--- Entries provided ---
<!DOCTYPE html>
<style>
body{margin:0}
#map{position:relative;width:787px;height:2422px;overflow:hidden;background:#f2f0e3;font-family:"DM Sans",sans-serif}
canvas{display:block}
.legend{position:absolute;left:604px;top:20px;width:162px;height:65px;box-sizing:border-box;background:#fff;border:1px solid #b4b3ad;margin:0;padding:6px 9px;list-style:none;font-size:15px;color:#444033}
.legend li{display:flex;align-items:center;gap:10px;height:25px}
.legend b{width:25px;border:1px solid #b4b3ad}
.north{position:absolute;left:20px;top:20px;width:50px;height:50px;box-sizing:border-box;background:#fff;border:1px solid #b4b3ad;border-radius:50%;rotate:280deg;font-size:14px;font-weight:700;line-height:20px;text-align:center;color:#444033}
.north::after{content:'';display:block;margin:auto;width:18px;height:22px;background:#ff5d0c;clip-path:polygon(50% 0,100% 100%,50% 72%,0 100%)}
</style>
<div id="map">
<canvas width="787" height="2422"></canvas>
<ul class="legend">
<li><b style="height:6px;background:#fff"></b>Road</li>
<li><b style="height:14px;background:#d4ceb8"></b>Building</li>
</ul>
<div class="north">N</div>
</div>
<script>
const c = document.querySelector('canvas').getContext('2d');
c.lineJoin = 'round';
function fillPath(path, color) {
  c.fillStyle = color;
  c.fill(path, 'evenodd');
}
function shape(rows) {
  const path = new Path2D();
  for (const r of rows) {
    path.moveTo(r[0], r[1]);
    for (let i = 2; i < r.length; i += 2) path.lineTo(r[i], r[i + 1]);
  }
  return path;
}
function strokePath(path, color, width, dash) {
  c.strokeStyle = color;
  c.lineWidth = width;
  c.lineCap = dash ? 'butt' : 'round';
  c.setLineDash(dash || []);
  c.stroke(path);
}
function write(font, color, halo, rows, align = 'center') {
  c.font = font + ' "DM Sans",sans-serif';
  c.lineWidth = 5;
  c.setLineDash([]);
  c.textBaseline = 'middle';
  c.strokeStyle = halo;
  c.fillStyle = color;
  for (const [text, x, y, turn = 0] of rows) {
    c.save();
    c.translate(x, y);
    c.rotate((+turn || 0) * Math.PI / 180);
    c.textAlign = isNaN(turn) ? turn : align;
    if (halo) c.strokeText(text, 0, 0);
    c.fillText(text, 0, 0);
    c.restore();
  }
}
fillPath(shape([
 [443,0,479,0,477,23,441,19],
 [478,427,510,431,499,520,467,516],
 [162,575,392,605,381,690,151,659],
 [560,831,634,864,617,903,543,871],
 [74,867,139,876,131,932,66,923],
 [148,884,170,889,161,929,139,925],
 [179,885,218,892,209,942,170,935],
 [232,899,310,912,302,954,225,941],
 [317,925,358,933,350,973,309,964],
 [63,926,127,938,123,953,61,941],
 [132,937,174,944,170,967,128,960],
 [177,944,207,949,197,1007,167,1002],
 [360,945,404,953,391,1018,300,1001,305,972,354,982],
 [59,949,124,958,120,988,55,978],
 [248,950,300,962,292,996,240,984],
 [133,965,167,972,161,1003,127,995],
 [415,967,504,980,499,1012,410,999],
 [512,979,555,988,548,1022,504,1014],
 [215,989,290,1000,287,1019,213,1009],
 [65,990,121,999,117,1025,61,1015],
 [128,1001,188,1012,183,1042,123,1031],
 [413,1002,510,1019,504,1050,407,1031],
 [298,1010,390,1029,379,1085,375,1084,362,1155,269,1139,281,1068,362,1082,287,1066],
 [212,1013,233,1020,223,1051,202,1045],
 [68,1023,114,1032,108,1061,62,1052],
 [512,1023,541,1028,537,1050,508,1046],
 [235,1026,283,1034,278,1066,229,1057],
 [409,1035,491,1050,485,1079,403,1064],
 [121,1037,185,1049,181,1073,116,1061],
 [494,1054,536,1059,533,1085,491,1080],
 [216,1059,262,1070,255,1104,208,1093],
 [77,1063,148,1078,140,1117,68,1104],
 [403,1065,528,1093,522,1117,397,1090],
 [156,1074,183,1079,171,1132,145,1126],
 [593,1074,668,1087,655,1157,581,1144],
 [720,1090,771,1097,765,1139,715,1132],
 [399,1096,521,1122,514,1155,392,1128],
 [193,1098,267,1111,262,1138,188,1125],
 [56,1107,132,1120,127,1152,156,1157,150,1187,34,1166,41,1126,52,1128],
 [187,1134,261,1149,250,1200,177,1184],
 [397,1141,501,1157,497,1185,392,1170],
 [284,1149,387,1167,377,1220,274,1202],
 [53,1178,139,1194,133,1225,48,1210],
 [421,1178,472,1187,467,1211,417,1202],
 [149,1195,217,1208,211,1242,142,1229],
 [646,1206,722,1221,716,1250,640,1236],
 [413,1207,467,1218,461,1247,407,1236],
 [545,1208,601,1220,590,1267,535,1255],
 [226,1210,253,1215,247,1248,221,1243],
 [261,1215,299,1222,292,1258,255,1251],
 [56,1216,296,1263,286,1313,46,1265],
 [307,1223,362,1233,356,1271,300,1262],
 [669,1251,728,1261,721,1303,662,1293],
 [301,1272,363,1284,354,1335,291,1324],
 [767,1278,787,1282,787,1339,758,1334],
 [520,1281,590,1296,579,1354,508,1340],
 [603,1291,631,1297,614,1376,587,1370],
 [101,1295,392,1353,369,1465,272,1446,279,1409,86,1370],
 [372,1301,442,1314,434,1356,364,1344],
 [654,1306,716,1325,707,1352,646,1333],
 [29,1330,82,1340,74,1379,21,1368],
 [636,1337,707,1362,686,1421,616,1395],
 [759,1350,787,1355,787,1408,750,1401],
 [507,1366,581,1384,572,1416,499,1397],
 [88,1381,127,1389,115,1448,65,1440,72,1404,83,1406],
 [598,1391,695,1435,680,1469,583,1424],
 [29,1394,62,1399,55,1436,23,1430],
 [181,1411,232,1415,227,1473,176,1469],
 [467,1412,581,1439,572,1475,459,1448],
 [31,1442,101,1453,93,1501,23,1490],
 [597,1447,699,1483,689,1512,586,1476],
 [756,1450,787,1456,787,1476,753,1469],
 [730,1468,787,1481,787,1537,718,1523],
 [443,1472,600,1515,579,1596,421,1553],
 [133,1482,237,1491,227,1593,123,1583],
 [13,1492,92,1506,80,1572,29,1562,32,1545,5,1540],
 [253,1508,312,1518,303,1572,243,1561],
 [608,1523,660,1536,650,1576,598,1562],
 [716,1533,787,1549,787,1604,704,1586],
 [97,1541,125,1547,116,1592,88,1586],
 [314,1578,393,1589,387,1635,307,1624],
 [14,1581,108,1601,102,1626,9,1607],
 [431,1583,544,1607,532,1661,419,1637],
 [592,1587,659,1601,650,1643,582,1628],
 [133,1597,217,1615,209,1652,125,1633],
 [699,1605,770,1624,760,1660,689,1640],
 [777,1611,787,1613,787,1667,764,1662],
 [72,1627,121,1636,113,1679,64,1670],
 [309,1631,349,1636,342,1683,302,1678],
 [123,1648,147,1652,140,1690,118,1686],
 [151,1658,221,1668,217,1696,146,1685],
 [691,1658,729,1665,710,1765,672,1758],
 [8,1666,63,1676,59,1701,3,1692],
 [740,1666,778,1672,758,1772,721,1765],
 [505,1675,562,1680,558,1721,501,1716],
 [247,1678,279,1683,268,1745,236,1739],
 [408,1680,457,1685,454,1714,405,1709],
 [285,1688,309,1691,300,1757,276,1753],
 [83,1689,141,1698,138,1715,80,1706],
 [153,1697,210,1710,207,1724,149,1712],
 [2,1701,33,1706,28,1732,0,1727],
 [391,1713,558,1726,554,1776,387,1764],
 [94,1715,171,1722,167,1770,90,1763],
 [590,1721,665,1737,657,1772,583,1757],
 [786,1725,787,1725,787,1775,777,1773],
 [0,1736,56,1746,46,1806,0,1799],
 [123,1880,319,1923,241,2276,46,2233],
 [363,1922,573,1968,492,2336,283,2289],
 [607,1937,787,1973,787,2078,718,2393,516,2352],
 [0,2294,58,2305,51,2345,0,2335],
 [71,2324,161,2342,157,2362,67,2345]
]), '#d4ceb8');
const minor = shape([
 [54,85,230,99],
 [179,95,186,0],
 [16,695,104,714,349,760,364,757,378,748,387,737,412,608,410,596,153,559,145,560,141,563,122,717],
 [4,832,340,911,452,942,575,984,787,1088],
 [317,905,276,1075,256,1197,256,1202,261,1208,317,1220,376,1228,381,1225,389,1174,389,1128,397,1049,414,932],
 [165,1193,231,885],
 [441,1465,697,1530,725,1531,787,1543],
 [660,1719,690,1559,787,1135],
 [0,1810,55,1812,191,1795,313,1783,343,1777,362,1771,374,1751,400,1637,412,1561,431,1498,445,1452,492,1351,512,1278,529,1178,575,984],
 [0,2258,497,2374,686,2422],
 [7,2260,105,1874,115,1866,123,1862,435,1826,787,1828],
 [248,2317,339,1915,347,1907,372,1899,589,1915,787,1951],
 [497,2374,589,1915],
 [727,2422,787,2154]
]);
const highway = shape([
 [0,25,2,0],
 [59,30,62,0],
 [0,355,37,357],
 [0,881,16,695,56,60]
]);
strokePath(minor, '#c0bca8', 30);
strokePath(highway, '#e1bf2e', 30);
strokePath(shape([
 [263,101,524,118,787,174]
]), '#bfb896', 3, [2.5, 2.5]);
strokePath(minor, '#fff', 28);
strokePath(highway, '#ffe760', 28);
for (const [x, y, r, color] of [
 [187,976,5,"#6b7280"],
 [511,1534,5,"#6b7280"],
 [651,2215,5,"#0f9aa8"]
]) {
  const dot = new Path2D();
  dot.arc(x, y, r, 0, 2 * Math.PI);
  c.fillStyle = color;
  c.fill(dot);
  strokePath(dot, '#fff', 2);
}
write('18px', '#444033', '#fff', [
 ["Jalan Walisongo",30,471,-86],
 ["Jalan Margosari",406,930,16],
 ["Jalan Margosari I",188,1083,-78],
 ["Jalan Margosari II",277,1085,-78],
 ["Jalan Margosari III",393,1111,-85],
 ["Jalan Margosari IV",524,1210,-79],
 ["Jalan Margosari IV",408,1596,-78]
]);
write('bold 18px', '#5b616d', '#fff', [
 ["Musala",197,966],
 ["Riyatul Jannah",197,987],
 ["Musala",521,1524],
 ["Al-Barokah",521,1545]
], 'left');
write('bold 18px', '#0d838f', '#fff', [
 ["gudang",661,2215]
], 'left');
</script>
---
▶ Exercise description
Copy all lines from the material that contain "canvas".

▶ Task result
canvas{display:block}
<canvas width="787" height="2422"></canvas>
const c = document.querySelector('canvas').getContext('2d');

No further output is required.